A memory sub-system controller 115 (or controller 115 for simplicity) can communicate with the memory devices 130 to perform operations such as reading data, writing data, or erasing data at the memory devices 130 and other such operations. The memory sub-system controller 115 can include hardware such as one or more integrated circuits and/or discrete components, a buffer memory, or a combination thereof. The hardware can include a digital circuitry with dedicated (i.e., hard-coded) logic to perform the operations described herein. The memory sub-system controller 115 can be a microcontroller, special purpose logic circuitry (e.g., a field programmable gate array (FPGA), an application specific integrated circuit (ASIC), etc.), or other suitable processors.

The memory sub-system controller 115 can include a processing device, which includes one or more processors (e.g., processor 117), configured to execute instructions stored in a local memory 119. In the illustrated example, the local memory 119 of the memory sub-system controller 115 includes an embedded memory configured to store instructions for performing various processes, operations, logic flows, and routines that control operation of the memory sub-system 110, including handling communications between the memory sub-system 110 and the host system 120.

In some embodiments, the local memory 119 can include memory registers storing memory pointers, fetched data, etc. The local memory 119 can also include read-only memory (ROM) for storing micro-code. While the example memory sub-system 110 in FIG. 1 has been illustrated as including the memory sub-system controller 115, in another embodiment of the present disclosure, a memory sub-system 110 does not include a memory sub-system controller 115, and can instead rely upon external control (e.g., provided by an external host, or by a processor or controller separate from the memory sub-system).
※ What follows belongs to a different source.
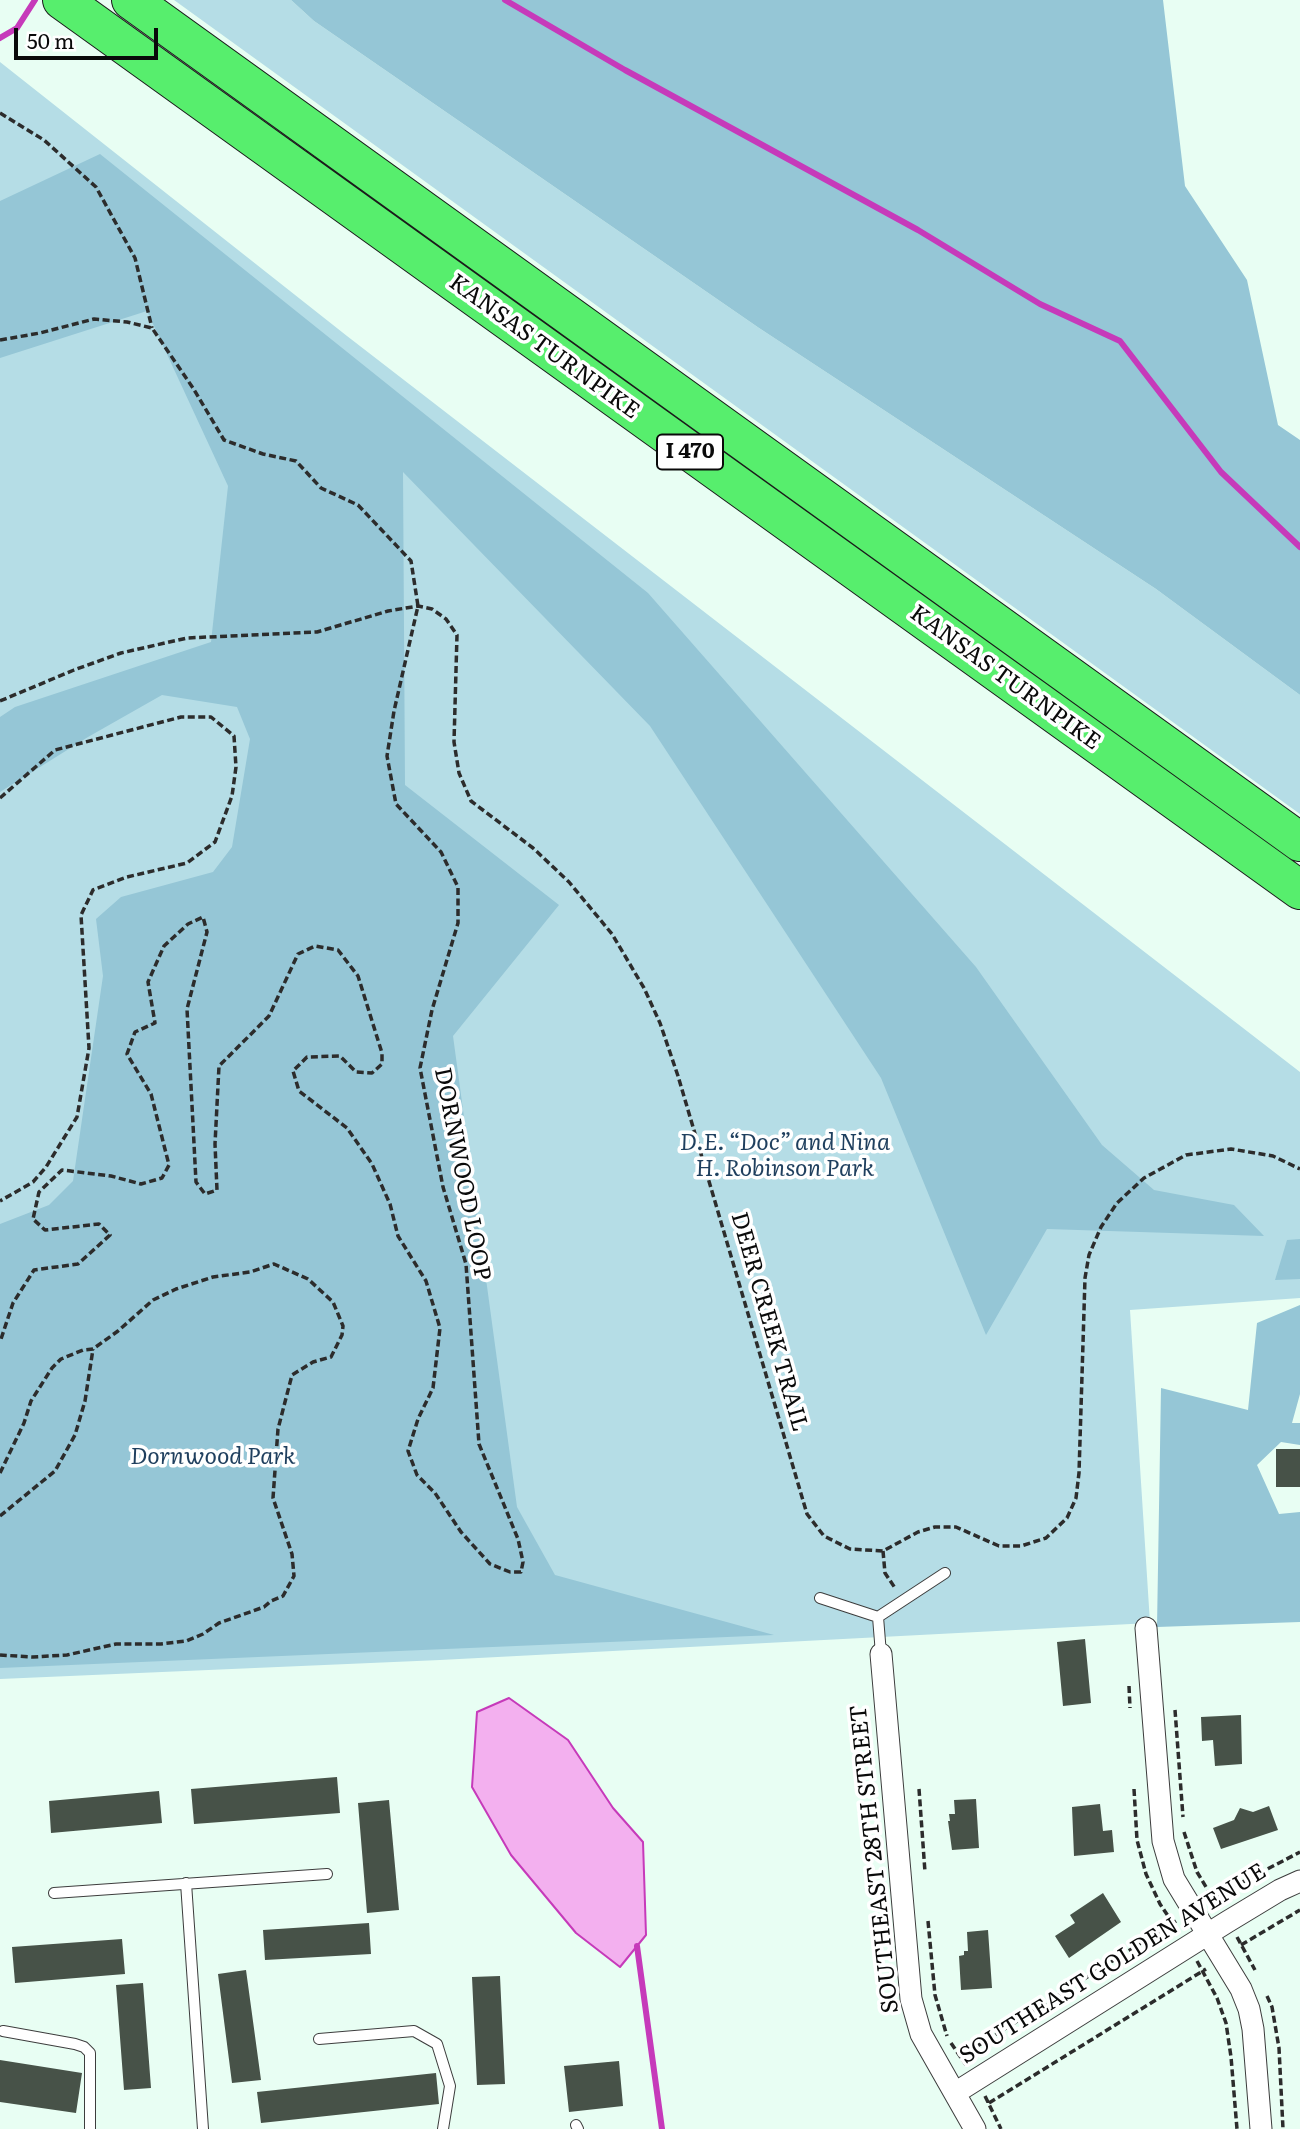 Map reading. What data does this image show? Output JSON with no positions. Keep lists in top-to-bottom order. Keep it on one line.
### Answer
{"streets":{"highway":["KANSAS TURNPIKE","I 470"],"street":["SOUTHEAST 28TH STREET","SOUTHEAST GOLDEN AVENUE"],"path":["DORNWOOD LOOP","DEER CREEK TRAIL"]},"crossings":[["DORNWOOD LOOP","DEER CREEK TRAIL"],["SOUTHEAST 28TH STREET","SOUTHEAST GOLDEN AVENUE"]],"parks":["D.E. “Doc” and Nina H. Robinson Park","Dornwood Park"],"scale_bar":"50 m"}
In general, the memory sub-system controller 115 can receive commands or operations from the host system 120 and can convert the commands or operations into instructions or appropriate commands to achieve the desired access to the memory devices 130. The memory sub-system controller 115 can be responsible for other operations such as wear leveling operations, garbage collection operations, error detection and error-correcting code (ECC) operations, encryption operations, caching operations, and address translations between a logical address (e.g., a logical block address (LBA), namespace) and a physical address (e.g., physical MU address, physical block address) that are associated with the memory devices 130. The memory sub-system controller 115 can further include host interface circuitry to communicate with the host system 120 via the physical host interface. The host interface circuitry can convert the commands received from the host system into command instructions to access the memory devices 130 as well as convert responses associated with the memory devices 130 into information for the host system 120.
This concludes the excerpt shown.